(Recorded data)
BEGIN

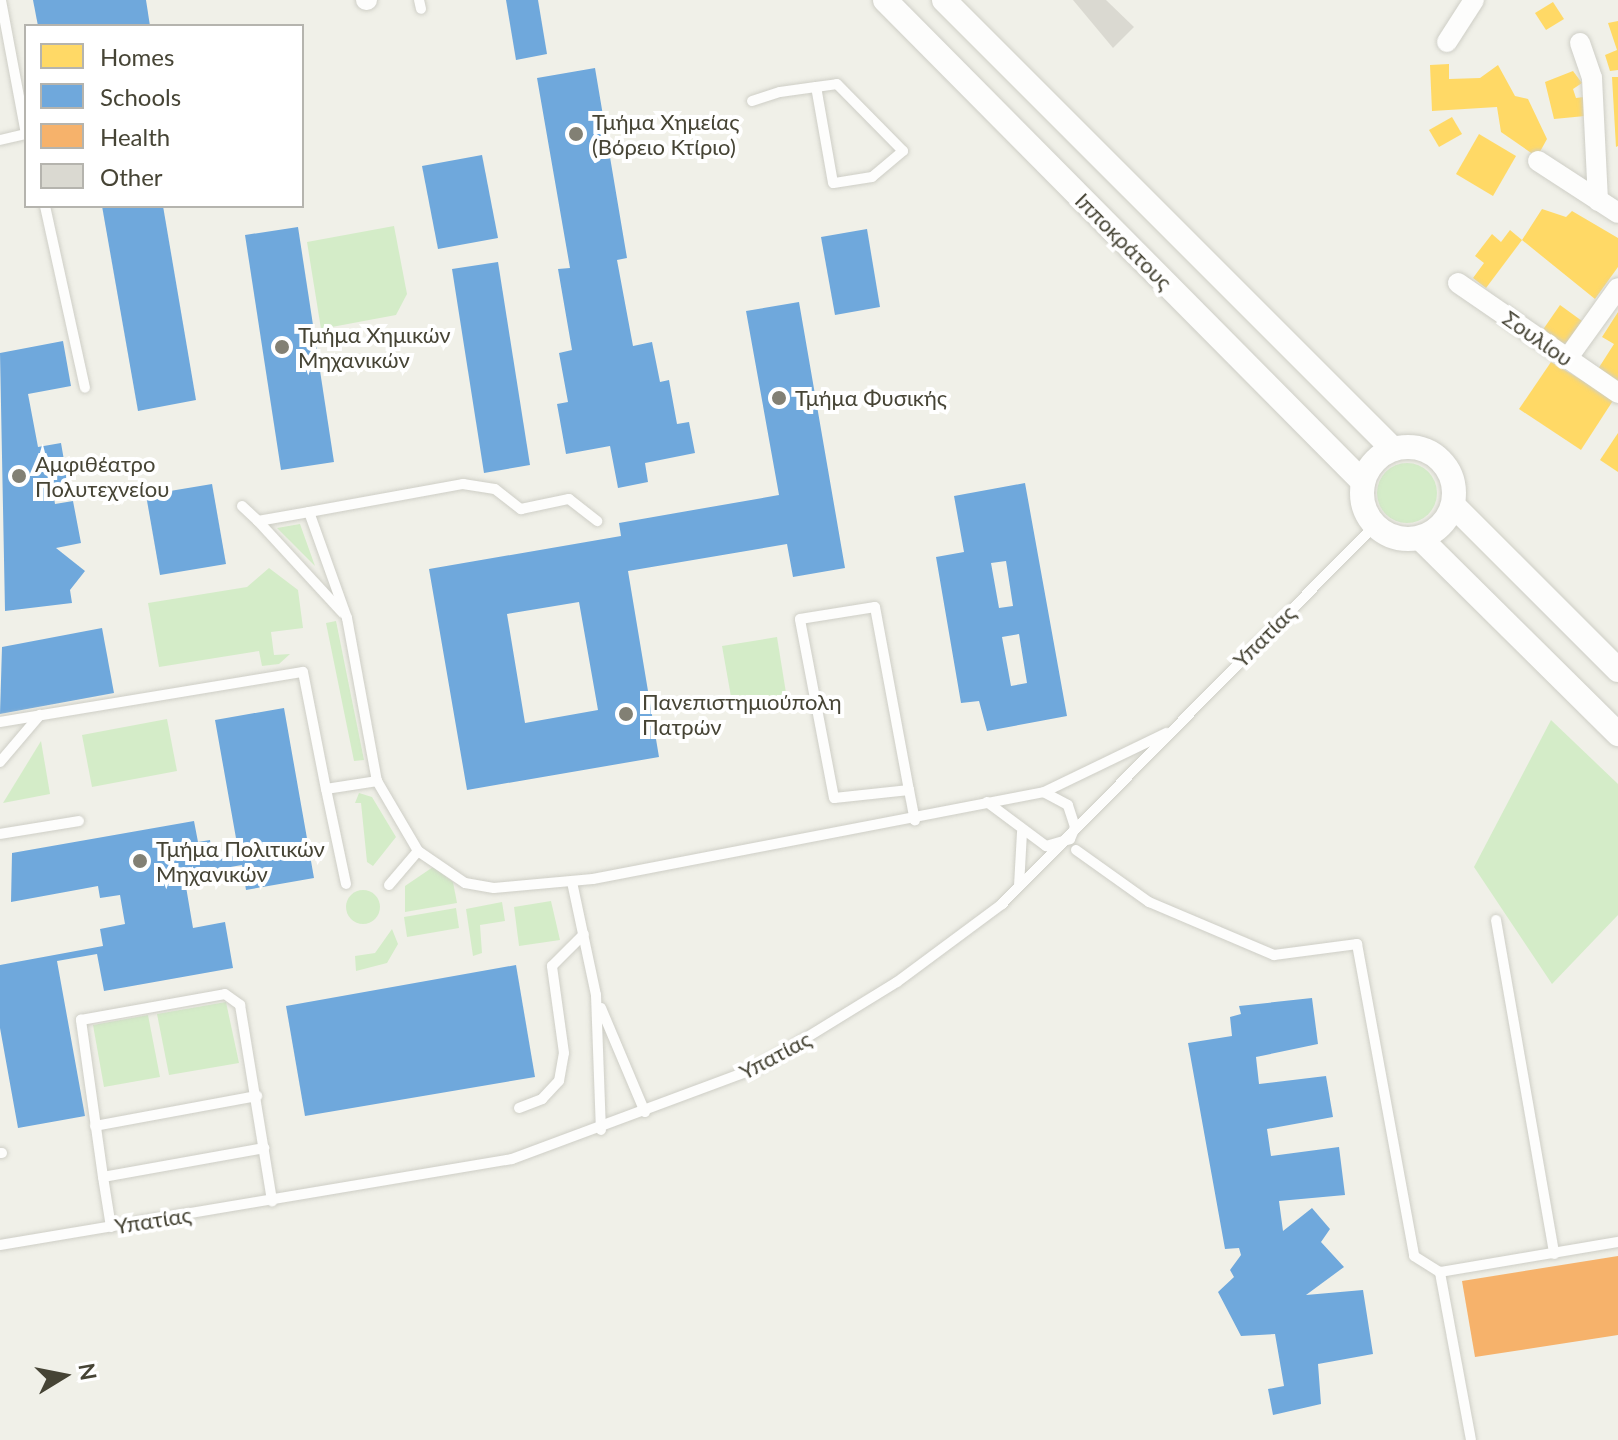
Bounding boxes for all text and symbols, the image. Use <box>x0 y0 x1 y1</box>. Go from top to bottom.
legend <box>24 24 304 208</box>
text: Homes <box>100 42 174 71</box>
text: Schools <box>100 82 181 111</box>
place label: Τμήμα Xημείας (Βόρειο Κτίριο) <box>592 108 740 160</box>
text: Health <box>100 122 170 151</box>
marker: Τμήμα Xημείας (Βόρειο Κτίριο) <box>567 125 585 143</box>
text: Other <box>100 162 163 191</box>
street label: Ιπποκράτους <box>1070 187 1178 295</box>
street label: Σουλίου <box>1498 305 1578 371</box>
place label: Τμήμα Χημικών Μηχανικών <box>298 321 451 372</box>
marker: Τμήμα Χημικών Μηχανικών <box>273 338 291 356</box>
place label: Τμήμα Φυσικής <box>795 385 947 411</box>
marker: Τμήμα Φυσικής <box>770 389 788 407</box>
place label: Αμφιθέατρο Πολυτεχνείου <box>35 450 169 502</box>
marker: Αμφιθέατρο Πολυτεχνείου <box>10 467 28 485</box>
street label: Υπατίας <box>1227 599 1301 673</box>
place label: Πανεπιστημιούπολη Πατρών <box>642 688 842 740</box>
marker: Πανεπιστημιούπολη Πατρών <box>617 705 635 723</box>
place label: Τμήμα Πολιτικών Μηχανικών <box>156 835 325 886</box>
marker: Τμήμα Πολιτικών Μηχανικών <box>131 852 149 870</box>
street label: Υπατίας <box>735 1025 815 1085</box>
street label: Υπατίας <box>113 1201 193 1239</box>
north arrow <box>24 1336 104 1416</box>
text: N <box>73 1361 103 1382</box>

END
BEGIN

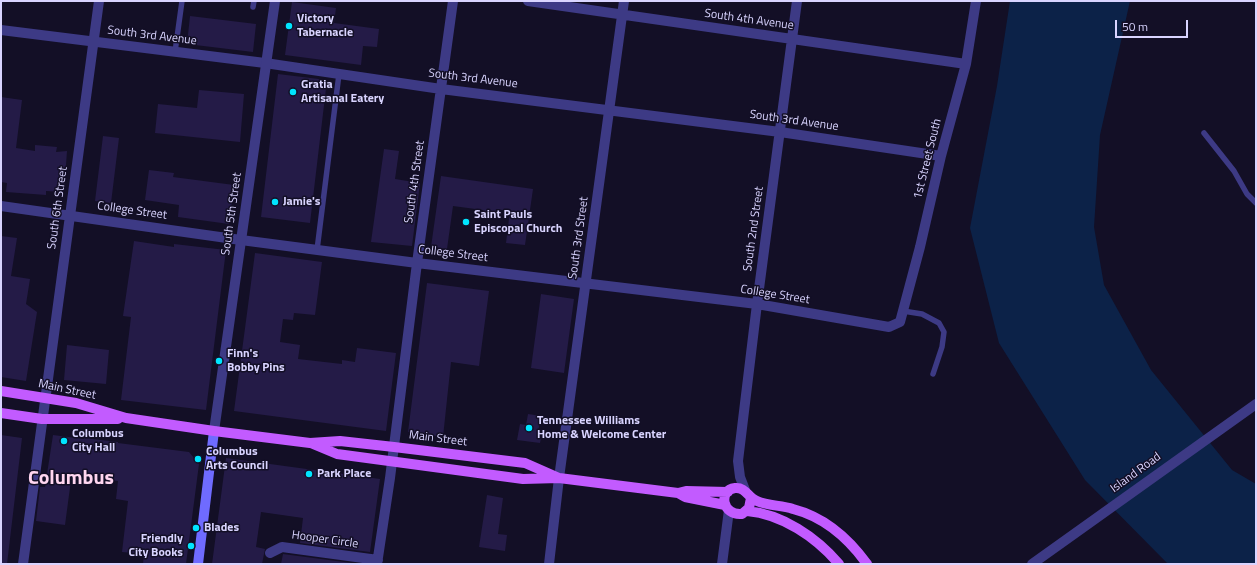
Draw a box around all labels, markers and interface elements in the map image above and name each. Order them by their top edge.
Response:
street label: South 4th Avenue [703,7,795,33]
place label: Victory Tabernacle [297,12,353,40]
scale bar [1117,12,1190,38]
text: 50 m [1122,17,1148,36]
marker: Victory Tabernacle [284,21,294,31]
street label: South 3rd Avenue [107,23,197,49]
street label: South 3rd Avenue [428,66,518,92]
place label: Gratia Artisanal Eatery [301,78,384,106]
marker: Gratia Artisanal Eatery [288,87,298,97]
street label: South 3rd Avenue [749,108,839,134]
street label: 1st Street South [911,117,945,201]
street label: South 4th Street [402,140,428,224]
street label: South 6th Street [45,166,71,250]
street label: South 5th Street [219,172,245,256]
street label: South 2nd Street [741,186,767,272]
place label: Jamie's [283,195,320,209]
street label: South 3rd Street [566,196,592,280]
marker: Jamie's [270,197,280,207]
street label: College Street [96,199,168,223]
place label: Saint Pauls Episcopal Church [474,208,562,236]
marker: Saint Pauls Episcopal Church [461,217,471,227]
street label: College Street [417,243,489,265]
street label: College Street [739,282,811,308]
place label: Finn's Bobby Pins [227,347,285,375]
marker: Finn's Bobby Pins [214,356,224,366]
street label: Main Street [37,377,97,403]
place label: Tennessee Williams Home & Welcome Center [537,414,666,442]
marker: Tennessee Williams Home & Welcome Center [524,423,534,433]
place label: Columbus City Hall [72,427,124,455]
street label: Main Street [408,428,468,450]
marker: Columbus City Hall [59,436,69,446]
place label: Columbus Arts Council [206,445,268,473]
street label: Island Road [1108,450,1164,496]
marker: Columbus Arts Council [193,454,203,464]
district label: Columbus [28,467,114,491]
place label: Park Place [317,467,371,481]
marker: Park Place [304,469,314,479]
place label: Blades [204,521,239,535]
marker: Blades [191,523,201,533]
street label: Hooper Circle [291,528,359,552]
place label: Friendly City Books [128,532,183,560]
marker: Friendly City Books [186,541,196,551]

END
BEGIN

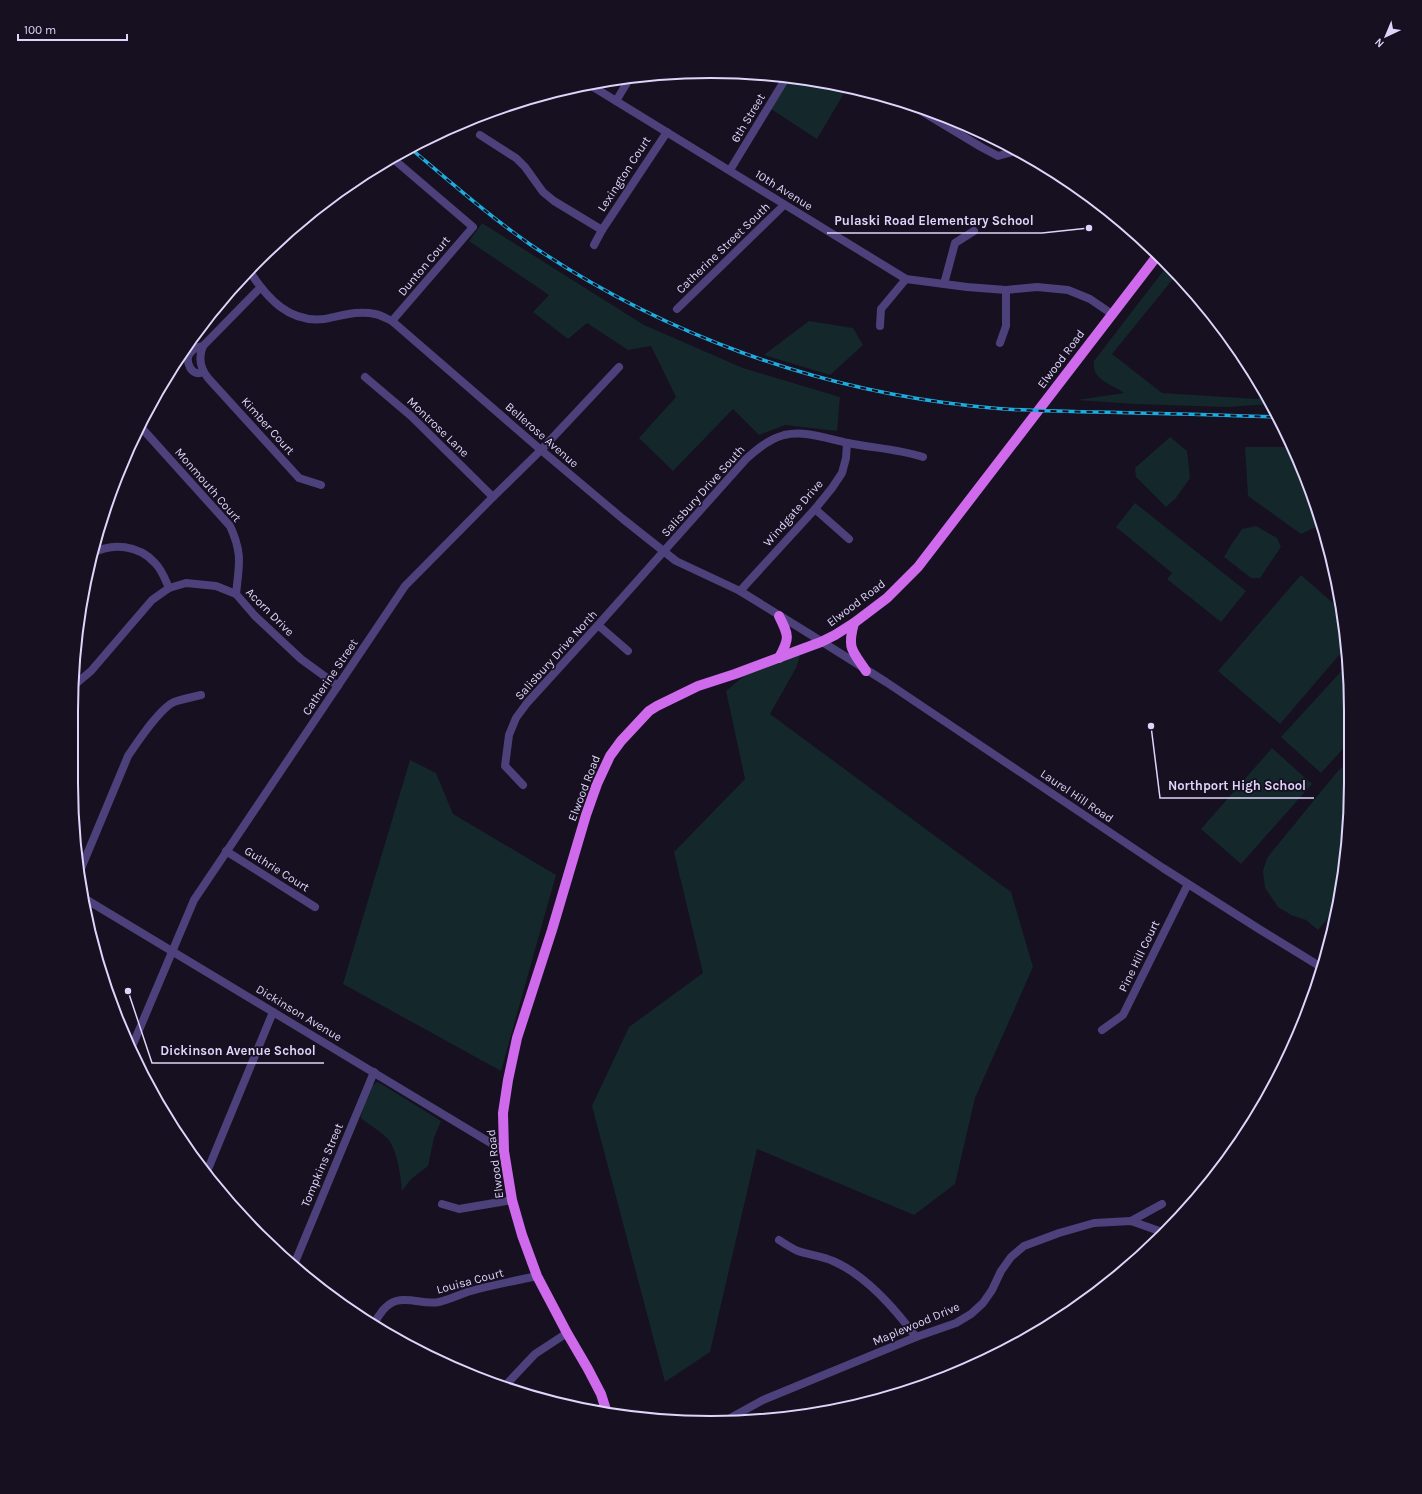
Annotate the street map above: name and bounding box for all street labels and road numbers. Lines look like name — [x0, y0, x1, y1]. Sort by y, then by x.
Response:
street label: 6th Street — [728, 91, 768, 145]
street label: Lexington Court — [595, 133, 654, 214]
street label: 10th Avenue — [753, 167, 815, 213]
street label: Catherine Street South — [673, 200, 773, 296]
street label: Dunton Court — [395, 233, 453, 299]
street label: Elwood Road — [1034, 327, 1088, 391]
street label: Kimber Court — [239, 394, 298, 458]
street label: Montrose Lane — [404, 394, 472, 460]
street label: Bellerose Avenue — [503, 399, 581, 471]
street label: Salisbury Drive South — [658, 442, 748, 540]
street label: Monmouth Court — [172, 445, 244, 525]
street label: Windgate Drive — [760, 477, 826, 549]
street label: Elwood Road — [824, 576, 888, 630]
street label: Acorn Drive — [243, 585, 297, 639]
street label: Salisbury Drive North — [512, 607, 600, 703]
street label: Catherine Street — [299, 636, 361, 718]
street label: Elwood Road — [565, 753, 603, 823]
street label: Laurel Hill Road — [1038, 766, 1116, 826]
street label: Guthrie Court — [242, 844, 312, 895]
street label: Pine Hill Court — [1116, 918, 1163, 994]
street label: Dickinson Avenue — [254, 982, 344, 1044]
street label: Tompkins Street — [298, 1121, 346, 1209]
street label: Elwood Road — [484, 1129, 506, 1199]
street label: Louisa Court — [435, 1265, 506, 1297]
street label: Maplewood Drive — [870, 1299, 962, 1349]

END

## Exercise requirements
Each line of the entries holding the string "Drive" should be found and copied.

## Answer to this task
street label: Salisbury Drive South — [658, 442, 748, 540]
street label: Windgate Drive — [760, 477, 826, 549]
street label: Acorn Drive — [243, 585, 297, 639]
street label: Salisbury Drive North — [512, 607, 600, 703]
street label: Maplewood Drive — [870, 1299, 962, 1349]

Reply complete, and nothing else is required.